*** Block opens ***
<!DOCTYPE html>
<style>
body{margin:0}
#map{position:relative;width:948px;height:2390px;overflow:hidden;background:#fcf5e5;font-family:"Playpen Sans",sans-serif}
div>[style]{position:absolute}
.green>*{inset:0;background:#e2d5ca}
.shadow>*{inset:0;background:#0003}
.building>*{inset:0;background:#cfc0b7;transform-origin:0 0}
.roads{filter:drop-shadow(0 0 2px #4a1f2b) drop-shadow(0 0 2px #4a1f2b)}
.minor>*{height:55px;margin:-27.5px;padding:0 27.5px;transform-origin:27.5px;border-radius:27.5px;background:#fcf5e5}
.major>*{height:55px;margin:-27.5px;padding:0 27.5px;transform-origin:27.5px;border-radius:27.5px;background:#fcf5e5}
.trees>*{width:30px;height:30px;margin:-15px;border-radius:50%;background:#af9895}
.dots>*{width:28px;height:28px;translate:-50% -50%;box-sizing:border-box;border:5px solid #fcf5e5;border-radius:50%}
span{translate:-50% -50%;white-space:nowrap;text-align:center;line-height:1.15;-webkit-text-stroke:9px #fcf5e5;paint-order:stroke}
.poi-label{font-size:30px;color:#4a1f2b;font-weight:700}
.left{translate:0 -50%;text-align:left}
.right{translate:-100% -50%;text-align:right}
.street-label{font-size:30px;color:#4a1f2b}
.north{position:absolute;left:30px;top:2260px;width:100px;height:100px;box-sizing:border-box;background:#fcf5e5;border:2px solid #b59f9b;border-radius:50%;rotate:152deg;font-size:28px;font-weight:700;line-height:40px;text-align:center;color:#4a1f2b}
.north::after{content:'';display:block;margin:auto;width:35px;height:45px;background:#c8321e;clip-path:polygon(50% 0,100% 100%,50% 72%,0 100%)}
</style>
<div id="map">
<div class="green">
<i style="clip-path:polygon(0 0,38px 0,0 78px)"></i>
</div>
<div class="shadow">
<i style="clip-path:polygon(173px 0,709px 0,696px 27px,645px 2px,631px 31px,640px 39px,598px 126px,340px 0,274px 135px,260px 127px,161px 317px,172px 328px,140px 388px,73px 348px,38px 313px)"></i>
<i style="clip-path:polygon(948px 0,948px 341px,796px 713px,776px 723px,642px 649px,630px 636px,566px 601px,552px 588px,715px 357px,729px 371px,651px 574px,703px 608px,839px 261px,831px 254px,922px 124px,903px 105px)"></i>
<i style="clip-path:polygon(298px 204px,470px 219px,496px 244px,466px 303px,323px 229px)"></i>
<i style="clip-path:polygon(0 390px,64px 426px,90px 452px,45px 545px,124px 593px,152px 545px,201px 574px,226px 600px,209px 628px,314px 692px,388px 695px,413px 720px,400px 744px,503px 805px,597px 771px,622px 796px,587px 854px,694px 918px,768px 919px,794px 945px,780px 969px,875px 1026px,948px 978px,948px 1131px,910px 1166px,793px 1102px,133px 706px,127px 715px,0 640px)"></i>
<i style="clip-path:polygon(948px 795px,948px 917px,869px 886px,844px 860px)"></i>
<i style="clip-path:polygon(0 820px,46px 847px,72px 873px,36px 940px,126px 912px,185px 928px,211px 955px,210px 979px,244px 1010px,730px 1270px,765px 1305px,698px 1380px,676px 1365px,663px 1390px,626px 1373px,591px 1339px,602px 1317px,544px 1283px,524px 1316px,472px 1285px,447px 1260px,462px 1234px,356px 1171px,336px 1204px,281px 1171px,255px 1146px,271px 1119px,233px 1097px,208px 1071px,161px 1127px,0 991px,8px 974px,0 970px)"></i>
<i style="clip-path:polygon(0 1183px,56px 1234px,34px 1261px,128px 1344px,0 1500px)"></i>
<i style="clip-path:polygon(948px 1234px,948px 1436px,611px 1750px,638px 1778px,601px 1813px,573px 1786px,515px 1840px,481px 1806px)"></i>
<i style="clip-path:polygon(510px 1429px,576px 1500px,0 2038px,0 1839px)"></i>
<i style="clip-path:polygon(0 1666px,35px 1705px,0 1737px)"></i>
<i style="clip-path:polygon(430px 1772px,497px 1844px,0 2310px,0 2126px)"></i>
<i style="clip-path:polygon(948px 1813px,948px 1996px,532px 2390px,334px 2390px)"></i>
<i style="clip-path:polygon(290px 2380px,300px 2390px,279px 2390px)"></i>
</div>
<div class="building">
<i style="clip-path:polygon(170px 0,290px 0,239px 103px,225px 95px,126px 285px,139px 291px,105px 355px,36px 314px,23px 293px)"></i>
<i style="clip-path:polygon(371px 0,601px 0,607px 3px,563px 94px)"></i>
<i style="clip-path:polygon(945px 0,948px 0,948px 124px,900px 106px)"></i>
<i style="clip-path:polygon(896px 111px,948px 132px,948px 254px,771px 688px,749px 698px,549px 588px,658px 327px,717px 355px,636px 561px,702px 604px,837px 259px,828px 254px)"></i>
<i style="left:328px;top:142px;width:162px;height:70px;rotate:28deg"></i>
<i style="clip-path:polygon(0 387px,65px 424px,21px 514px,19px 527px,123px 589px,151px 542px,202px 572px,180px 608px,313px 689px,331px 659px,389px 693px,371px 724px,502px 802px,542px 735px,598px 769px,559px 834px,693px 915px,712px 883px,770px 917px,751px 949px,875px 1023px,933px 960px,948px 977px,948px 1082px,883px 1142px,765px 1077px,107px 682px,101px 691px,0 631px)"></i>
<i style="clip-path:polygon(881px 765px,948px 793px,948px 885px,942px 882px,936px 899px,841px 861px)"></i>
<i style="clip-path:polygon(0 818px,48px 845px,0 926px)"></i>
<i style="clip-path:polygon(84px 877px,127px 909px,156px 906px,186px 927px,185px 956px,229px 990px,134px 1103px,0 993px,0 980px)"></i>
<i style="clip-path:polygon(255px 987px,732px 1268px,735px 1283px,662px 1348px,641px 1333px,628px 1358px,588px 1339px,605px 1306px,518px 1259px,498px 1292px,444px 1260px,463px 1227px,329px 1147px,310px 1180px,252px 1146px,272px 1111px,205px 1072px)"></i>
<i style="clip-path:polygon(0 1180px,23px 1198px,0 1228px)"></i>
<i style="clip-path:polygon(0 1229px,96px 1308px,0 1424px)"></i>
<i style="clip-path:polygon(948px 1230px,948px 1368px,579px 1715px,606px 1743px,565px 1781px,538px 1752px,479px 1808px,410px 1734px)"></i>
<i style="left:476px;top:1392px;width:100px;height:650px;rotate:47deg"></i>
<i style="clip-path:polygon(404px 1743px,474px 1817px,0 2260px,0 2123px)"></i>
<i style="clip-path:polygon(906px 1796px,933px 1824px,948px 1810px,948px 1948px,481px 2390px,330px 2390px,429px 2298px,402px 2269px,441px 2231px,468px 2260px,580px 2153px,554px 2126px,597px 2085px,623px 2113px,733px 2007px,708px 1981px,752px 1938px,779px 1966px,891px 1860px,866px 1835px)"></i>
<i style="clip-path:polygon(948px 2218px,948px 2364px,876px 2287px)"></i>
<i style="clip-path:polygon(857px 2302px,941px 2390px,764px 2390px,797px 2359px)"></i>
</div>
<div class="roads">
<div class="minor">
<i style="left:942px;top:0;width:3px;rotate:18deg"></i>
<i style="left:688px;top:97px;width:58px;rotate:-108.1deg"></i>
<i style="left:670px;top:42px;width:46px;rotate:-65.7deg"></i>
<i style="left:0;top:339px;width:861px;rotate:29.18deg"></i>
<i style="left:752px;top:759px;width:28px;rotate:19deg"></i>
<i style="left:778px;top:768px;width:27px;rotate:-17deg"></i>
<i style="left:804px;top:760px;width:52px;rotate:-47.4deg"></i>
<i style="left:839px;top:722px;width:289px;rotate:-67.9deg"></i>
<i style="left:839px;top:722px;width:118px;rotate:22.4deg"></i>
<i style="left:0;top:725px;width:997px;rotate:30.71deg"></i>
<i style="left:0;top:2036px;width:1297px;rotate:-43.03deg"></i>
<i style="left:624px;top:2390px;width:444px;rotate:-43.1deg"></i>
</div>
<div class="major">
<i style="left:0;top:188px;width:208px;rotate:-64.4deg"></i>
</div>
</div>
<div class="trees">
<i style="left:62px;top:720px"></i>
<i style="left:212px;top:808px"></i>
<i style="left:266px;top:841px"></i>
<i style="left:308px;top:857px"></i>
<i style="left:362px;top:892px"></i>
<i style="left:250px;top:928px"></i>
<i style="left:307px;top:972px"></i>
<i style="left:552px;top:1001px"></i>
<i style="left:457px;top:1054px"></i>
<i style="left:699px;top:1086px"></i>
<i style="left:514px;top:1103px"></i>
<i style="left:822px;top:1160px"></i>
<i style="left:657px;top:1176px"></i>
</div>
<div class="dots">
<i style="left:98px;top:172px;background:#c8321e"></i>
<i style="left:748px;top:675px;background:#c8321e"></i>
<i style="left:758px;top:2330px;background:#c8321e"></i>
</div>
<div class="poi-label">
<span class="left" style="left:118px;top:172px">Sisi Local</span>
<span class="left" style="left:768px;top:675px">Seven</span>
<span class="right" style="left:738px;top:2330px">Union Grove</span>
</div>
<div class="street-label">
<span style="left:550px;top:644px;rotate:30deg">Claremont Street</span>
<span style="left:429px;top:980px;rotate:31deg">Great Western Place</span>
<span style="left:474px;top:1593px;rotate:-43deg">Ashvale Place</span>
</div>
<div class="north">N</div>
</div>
*** Block closes ***
Assignment | Return the lines exactly as they stand, please. Start at the top of the material and finish with the line where "2px #4a1f2b) drop-shadow(0" appears.

Reply to the exercise |
<!DOCTYPE html>
<style>
body{margin:0}
#map{position:relative;width:948px;height:2390px;overflow:hidden;background:#fcf5e5;font-family:"Playpen Sans",sans-serif}
div>[style]{position:absolute}
.green>*{inset:0;background:#e2d5ca}
.shadow>*{inset:0;background:#0003}
.building>*{inset:0;background:#cfc0b7;transform-origin:0 0}
.roads{filter:drop-shadow(0 0 2px #4a1f2b) drop-shadow(0 0 2px #4a1f2b)}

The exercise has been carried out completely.